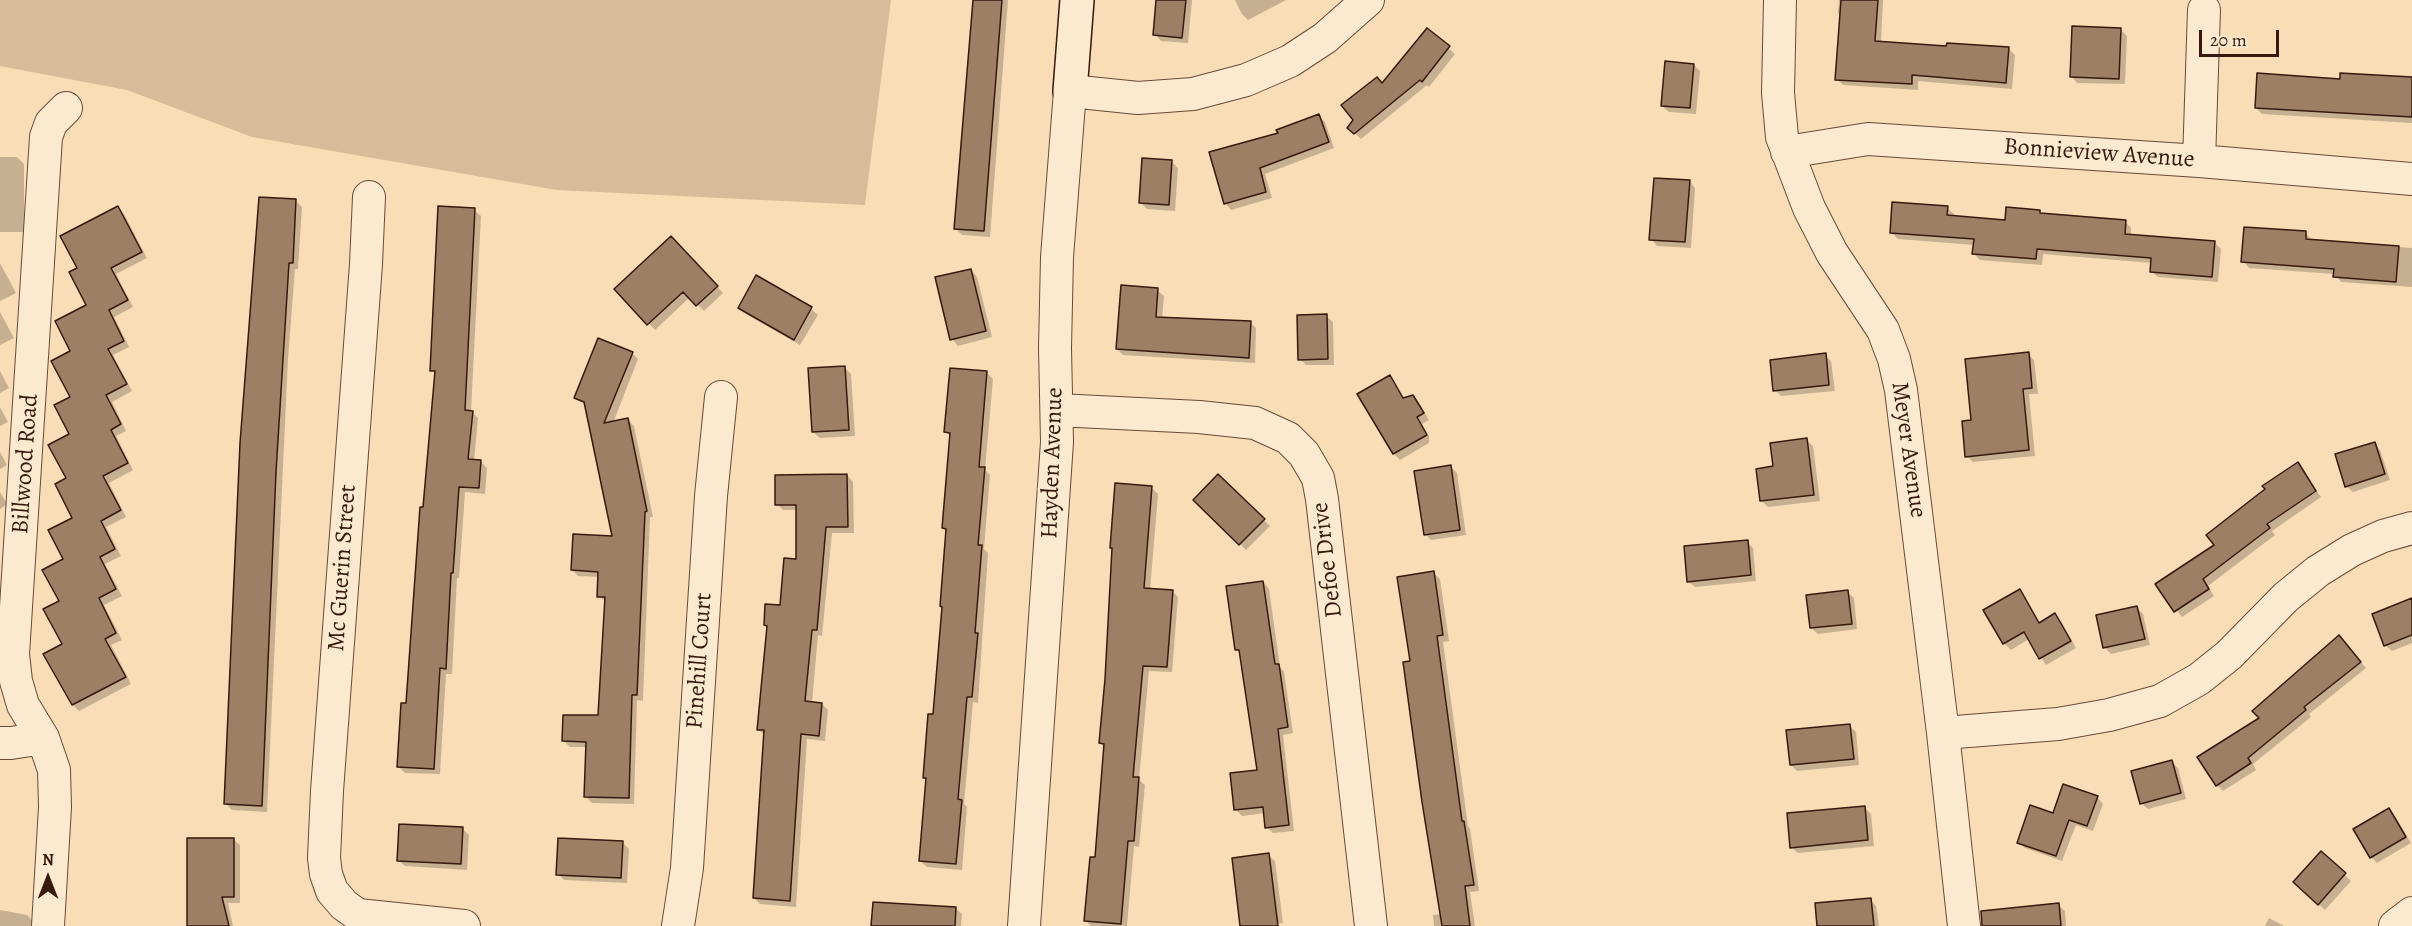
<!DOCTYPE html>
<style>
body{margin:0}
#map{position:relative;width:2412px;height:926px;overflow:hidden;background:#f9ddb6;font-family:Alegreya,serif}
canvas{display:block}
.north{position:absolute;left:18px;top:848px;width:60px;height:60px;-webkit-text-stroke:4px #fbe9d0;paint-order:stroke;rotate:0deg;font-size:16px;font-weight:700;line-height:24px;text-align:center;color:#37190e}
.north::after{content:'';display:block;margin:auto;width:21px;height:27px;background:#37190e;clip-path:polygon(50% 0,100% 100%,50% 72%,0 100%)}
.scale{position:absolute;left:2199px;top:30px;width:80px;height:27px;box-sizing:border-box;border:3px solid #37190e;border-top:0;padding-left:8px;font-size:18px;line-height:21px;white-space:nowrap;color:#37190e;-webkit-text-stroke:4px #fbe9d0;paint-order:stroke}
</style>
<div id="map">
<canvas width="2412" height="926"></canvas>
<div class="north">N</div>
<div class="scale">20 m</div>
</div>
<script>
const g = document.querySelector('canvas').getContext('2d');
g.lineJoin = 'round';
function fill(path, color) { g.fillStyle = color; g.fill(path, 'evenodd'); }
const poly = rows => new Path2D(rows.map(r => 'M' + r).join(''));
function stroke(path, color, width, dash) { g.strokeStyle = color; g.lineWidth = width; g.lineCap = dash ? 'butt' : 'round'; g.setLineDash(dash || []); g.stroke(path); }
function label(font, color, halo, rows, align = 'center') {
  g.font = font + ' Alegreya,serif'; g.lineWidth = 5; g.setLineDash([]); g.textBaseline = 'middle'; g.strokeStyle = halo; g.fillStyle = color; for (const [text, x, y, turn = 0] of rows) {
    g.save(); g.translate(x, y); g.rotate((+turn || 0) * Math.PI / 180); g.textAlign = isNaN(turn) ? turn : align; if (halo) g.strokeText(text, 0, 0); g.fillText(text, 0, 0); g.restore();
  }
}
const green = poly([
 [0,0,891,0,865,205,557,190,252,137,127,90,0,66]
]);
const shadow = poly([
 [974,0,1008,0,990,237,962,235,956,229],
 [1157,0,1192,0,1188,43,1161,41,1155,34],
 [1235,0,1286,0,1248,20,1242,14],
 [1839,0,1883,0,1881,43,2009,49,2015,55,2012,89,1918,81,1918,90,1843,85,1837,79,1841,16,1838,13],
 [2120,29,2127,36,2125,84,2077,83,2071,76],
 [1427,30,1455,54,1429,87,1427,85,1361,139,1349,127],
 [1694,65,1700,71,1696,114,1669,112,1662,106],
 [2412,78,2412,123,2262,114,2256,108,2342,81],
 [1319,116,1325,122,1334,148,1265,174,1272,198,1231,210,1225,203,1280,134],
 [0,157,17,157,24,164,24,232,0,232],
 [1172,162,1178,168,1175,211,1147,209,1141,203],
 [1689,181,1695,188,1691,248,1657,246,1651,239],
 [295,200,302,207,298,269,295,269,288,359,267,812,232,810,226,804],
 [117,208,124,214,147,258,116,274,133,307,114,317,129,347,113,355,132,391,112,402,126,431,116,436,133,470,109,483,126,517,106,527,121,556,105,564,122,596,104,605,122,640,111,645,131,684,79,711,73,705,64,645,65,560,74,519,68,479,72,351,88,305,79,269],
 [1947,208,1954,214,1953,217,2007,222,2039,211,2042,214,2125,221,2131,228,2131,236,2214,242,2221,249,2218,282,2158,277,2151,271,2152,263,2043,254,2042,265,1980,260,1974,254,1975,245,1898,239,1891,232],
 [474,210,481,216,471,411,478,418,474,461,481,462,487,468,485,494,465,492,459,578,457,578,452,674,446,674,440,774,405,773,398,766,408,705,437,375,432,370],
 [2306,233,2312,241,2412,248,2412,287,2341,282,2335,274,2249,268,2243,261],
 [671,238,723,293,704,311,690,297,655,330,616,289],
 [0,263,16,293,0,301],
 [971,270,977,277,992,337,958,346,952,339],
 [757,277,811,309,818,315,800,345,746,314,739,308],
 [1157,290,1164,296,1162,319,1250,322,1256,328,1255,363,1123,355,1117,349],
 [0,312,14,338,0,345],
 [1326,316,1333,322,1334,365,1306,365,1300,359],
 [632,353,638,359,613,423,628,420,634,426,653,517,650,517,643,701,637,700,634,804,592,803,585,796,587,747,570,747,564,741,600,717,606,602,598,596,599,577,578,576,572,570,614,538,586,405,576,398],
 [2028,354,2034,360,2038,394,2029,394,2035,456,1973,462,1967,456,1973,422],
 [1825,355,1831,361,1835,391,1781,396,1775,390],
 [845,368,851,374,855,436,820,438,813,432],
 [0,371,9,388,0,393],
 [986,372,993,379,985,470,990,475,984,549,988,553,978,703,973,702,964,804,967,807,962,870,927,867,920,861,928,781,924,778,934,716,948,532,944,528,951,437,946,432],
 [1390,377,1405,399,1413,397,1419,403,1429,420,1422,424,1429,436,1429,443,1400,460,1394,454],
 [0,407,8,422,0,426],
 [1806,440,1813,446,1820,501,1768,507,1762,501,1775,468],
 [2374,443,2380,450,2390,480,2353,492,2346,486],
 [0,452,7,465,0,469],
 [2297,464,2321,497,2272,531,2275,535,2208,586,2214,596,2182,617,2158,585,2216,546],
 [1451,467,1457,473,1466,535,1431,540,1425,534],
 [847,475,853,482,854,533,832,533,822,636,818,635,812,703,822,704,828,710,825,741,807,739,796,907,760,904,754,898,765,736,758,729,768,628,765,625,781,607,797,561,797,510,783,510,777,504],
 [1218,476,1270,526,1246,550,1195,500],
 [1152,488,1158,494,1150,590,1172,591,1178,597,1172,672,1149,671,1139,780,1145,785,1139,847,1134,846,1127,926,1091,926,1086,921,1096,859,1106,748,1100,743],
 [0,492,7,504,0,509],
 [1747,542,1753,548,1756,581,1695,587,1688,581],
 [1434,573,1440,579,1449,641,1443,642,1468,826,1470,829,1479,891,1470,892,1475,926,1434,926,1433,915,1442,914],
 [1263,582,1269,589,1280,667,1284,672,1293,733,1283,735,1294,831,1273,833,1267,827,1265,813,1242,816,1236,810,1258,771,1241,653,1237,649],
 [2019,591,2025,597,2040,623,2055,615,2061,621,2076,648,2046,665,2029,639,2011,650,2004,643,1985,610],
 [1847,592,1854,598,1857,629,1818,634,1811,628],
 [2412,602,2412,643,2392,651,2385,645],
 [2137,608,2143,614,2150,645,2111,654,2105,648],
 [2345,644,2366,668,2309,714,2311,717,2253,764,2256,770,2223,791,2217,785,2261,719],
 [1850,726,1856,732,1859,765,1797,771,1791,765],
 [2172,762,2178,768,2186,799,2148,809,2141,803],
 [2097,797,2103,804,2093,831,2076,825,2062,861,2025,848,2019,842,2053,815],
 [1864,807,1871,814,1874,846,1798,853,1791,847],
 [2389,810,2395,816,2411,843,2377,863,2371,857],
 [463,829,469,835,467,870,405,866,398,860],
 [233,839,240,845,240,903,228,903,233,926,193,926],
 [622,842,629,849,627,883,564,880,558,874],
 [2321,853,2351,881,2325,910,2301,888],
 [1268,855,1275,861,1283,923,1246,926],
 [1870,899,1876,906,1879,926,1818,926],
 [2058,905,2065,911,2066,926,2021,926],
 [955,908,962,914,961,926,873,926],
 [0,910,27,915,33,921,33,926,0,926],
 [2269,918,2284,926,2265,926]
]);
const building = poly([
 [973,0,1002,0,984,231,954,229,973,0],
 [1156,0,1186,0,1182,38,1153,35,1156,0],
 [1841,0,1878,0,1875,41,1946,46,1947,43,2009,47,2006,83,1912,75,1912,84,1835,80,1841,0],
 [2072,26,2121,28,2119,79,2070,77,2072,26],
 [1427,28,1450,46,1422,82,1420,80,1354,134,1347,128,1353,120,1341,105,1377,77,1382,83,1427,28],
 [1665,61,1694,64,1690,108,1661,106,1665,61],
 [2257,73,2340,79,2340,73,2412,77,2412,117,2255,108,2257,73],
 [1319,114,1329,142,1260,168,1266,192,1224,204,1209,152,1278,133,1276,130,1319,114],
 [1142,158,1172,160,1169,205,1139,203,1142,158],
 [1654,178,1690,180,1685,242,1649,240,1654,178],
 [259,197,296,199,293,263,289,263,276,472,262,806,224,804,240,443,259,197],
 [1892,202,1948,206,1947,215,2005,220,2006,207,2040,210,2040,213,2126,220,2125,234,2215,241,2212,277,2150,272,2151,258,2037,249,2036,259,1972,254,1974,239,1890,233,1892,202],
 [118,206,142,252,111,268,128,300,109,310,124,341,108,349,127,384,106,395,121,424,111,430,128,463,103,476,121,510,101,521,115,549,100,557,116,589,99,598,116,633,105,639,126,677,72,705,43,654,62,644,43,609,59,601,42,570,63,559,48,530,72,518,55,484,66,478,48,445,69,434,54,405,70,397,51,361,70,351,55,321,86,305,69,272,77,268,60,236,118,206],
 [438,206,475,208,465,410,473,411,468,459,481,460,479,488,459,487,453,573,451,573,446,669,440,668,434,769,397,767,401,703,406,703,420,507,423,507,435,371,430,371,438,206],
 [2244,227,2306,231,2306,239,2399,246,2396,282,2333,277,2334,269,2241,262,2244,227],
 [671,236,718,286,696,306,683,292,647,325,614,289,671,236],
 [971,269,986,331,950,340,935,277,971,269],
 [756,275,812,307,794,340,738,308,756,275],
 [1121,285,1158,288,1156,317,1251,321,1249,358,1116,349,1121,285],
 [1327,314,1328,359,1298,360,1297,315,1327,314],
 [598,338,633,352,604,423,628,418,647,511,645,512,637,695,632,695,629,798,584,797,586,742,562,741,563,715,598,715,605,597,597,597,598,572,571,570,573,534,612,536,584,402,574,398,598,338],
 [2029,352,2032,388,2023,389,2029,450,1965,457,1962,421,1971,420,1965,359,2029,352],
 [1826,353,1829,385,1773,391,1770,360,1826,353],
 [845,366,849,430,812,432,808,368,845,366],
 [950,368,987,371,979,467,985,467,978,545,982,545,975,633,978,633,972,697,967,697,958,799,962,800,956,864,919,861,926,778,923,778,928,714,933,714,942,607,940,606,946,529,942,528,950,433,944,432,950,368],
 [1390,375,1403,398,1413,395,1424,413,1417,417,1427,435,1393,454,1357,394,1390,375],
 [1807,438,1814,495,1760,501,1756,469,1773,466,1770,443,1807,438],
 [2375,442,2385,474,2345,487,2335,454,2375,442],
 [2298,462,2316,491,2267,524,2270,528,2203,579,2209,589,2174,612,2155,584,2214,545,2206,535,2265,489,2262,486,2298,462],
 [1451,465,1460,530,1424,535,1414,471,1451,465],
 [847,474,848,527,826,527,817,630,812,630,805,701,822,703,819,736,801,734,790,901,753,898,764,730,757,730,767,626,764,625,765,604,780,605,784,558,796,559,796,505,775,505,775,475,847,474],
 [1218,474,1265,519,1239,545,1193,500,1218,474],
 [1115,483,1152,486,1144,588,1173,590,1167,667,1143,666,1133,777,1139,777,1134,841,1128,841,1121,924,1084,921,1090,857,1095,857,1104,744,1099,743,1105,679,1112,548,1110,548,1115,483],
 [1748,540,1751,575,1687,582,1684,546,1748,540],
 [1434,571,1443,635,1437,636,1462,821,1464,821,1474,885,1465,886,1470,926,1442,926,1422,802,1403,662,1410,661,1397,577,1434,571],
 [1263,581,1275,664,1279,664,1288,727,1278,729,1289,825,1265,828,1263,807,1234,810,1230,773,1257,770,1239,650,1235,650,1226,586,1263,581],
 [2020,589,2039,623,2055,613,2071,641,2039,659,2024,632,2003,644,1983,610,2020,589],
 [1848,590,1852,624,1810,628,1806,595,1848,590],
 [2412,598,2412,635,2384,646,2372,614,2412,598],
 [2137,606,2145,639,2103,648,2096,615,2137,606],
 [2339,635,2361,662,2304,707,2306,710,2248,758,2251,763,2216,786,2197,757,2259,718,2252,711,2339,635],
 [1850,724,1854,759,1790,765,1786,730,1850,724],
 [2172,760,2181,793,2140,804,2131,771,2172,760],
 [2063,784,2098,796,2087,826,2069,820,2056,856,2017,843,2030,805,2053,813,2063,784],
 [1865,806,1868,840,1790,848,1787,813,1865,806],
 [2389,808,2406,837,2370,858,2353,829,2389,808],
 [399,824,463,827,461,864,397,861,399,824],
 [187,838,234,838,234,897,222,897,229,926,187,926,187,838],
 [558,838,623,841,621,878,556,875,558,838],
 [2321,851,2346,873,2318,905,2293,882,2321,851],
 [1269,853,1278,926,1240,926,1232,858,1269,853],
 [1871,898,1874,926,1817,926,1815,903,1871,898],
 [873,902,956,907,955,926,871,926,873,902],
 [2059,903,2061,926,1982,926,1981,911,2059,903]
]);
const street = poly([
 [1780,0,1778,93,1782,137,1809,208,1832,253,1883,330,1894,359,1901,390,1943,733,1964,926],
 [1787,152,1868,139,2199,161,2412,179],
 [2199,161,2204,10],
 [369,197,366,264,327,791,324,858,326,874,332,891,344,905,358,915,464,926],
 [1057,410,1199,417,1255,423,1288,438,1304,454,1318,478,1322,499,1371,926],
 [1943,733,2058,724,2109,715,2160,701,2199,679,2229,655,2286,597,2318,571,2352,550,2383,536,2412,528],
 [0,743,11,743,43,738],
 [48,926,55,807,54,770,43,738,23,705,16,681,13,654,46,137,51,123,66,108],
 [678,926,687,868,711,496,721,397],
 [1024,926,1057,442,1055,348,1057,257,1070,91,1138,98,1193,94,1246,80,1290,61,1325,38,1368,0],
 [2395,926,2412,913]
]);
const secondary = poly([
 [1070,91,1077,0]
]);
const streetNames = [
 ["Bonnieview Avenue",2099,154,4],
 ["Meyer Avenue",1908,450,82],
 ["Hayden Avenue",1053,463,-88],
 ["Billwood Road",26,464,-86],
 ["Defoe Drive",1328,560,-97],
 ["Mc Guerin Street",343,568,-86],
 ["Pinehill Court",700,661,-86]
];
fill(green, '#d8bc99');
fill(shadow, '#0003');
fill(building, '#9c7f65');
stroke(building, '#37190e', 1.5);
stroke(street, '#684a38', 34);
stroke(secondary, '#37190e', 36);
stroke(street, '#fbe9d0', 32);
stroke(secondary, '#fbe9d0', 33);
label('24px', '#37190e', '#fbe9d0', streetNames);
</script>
§
# WORK TO BE COMPLETED:
Find the string "fillStyle" in the material above. Then copy each line that has it.

# RESPONSE BOX:
function fill(path, color) { g.fillStyle = color; g.fill(path, 'evenodd'); }
  g.font = font + ' Alegreya,serif'; g.lineWidth = 5; g.setLineDash([]); g.textBaseline = 'middle'; g.strokeStyle = halo; g.fillStyle = color; for (const [text, x, y, turn = 0] of rows) {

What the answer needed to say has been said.